Migración neorrural, colonialidad y luchas socioambientales en Córdoba
En las últimas décadas, las localidades serranas del interior provincial se convirtieron en el destino de migrantes que llegan desde las ciudades buscando retornar al modo de vida de generaciones pasadas.
Por Eliana Piemonte para UNCiencia
Durante las primeras décadas del siglo XXI, “irse a vivir al interior” pasó a integrar el horizonte de proyectos y posibilidades de vida de las clases medias urbanas y suburbanas argentinas.
“La migración neorrural invierte el itinerario ‘campo–ciudad’ de la migración típicamente moderna.
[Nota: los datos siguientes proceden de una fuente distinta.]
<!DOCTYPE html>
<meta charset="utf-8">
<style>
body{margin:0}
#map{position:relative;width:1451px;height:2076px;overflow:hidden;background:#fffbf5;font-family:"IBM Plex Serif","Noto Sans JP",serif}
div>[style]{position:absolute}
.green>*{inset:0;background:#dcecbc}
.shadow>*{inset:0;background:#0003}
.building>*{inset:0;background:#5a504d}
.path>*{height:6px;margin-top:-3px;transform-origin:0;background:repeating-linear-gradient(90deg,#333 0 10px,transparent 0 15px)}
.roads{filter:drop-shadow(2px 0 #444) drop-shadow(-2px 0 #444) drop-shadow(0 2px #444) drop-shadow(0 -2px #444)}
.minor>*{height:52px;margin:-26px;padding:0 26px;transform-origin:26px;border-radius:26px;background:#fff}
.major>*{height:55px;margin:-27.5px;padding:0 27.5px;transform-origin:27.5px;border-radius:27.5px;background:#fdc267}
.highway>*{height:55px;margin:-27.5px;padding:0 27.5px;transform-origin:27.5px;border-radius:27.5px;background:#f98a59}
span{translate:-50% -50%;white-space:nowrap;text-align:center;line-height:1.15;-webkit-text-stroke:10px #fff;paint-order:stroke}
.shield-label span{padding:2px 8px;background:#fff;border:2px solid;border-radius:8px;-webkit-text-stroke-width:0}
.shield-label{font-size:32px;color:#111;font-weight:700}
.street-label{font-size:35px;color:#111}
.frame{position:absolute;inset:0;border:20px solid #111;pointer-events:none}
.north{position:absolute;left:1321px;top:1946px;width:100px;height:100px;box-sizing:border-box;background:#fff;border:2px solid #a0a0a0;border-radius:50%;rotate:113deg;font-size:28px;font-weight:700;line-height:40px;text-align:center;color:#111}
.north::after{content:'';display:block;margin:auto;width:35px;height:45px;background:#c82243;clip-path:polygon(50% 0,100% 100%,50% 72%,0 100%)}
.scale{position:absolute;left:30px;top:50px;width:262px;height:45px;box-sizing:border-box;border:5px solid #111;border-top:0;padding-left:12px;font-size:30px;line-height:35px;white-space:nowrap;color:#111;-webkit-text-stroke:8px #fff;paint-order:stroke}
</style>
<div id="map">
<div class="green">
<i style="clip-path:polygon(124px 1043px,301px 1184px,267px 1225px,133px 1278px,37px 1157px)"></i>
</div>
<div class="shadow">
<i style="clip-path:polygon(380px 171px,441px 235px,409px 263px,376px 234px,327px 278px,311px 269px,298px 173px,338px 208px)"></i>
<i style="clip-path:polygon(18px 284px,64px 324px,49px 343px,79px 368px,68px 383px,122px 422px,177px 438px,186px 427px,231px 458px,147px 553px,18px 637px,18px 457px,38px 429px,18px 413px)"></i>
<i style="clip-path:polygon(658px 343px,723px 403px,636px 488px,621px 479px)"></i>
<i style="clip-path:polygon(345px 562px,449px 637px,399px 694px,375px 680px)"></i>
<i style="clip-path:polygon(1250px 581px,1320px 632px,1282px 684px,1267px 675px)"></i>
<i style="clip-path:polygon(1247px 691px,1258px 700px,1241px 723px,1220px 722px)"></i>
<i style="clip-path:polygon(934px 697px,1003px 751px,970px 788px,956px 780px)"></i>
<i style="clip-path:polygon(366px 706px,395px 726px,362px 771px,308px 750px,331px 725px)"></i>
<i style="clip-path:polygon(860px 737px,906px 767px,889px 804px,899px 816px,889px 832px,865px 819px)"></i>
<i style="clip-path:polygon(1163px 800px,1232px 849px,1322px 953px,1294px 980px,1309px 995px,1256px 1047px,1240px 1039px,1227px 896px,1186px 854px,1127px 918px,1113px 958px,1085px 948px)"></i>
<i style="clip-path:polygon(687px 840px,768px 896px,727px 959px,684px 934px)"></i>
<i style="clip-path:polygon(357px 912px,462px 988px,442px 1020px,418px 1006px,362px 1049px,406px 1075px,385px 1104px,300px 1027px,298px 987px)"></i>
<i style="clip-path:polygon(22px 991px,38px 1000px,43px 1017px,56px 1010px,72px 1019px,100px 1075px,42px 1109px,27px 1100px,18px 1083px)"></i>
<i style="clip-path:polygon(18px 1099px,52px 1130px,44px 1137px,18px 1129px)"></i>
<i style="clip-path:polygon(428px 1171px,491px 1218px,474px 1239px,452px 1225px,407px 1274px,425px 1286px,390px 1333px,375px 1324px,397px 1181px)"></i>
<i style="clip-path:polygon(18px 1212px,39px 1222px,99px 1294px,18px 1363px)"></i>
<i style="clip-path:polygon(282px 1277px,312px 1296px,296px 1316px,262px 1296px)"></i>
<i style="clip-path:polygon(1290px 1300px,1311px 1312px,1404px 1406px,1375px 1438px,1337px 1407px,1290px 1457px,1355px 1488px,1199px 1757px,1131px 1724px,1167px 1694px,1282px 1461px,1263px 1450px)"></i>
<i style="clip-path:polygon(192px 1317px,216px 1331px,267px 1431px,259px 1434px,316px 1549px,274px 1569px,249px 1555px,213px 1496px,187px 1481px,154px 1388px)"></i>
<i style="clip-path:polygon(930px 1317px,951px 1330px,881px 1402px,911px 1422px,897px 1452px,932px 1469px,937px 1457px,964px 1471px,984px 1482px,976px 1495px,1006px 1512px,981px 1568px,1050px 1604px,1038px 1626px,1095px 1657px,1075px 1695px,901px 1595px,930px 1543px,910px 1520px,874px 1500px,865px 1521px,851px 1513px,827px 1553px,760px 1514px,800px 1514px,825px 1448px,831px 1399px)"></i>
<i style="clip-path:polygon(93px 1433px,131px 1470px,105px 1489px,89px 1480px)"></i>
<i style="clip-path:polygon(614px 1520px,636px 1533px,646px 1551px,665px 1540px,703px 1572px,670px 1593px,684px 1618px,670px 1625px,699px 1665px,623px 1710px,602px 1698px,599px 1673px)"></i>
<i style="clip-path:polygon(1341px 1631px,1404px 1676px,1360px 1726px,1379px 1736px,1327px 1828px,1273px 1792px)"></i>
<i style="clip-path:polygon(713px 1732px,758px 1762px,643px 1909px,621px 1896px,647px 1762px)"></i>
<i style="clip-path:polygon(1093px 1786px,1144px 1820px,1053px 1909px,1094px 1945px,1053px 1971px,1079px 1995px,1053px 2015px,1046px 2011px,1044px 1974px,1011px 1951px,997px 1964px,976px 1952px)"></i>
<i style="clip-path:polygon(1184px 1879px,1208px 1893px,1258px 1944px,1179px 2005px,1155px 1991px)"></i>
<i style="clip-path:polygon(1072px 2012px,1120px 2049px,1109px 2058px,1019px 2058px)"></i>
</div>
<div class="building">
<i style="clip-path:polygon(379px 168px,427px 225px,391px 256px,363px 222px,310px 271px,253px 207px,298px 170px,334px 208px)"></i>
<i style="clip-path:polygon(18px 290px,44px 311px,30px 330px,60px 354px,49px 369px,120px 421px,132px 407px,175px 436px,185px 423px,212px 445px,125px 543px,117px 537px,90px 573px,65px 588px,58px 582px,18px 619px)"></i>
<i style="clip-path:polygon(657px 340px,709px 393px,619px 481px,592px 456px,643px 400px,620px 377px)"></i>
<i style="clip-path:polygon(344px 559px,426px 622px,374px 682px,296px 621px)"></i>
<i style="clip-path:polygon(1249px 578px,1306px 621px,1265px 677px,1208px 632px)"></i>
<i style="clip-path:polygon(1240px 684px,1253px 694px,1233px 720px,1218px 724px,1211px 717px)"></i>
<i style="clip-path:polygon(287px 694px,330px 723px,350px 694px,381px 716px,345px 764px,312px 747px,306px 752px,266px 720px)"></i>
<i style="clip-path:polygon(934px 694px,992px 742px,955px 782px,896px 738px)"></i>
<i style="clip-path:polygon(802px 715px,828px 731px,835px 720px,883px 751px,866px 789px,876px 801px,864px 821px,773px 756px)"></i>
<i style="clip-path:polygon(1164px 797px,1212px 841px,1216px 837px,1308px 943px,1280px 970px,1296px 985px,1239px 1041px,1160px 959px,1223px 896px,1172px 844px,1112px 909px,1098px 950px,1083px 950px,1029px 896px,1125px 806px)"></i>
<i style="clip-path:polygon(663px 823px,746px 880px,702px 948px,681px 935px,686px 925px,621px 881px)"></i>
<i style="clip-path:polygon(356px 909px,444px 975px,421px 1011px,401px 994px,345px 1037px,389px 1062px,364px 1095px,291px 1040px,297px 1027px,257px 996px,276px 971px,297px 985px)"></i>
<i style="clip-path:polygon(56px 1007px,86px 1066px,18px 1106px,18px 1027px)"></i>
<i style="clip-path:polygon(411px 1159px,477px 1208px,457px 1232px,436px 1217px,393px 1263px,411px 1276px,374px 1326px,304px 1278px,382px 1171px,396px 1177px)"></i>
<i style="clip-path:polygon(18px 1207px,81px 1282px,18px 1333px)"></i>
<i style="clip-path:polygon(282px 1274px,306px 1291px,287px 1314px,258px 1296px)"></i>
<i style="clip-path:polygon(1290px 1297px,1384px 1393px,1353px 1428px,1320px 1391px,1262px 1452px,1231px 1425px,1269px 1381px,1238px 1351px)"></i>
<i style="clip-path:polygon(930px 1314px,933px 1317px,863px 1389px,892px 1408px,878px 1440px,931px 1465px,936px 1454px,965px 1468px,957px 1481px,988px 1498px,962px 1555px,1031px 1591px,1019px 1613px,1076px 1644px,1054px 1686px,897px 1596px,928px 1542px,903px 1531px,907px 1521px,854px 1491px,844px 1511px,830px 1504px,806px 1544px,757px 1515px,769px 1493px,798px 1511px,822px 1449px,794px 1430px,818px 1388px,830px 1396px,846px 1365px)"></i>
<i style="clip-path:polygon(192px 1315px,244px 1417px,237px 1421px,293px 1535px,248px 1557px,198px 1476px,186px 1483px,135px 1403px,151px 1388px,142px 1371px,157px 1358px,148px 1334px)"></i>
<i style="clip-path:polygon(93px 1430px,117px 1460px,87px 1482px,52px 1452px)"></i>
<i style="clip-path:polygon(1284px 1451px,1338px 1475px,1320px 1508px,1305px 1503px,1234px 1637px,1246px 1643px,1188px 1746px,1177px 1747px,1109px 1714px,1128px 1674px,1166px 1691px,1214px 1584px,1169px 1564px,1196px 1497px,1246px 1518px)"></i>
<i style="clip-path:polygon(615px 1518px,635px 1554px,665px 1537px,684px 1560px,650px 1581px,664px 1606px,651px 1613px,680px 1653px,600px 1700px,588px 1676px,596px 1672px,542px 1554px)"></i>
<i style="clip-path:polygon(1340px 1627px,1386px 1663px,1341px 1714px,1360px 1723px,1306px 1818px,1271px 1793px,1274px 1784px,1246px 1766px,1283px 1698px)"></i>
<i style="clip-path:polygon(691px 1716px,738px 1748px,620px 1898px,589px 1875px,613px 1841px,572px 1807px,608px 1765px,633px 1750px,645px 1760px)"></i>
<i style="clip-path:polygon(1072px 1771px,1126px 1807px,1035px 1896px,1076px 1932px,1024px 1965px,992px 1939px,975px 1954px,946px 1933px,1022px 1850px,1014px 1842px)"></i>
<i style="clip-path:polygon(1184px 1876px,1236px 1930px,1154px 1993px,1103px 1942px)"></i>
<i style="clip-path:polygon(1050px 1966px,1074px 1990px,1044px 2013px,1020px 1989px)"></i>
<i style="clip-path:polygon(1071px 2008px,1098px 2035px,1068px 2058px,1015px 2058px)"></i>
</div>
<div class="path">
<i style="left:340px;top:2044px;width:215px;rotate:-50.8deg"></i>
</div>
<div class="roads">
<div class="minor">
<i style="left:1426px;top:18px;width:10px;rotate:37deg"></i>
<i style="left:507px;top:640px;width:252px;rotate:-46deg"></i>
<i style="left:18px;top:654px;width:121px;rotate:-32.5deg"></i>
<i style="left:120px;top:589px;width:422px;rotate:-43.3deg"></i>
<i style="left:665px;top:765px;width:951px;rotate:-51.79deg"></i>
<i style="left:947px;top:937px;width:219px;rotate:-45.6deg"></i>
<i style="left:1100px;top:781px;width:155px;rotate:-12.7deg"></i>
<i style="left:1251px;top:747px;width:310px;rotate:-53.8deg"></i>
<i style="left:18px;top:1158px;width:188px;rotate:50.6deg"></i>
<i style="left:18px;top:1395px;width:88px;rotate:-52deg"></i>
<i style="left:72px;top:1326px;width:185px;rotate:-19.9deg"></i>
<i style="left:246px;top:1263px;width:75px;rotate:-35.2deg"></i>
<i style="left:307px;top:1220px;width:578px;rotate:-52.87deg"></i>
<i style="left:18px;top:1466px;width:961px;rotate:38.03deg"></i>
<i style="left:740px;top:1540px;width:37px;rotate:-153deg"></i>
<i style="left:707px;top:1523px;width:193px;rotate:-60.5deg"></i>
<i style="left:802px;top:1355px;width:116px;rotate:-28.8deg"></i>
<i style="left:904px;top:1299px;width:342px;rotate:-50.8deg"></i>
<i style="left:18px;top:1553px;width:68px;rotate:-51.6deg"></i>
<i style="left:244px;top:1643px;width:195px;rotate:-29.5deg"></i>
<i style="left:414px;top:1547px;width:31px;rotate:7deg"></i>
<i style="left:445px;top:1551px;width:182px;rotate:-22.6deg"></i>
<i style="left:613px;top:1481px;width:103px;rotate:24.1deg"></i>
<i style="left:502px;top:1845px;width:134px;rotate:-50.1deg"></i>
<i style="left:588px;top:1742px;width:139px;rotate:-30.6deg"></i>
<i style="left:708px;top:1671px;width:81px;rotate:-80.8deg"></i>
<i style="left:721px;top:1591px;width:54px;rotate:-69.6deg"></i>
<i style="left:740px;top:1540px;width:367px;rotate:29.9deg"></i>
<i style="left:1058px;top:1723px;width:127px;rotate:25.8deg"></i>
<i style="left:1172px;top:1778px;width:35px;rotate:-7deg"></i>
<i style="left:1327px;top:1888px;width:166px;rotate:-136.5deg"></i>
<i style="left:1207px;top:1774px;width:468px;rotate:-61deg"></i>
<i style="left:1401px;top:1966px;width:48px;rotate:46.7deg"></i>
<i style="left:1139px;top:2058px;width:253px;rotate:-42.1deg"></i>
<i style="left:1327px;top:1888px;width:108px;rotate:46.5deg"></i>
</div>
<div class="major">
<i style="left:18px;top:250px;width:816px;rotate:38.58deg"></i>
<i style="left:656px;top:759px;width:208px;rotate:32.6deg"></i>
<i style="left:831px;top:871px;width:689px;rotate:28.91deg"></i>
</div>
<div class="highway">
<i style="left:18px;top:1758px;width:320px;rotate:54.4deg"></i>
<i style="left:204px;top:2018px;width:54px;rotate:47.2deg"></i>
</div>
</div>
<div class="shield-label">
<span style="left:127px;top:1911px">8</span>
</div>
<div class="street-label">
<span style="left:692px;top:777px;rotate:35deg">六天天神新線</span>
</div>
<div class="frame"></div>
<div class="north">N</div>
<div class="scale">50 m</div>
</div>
Y lo hace no solo en su trayecto geográfico, sino también respecto a lo que buscan sus protagonistas”, subraya Julieta Quirós, investigadora del Instituto de Antropología de Córdoba (Idacor – UNC/Conicet).
En un trabajo publicado recientemente, Quirós explica que el neorrural pretende más un «regreso» antes que un «progreso»: desea retornar a las formas de antaño, a los modos en que vivieron las generaciones pasadas.
Producto de estos desplazamientos, apunta el artículo, llegan a vivir a las sierras de Córdoba personas con una gran variedad de ocupaciones y proyectos: profesionales, artistas, comerciantes, trabajadores manuales y artesanos.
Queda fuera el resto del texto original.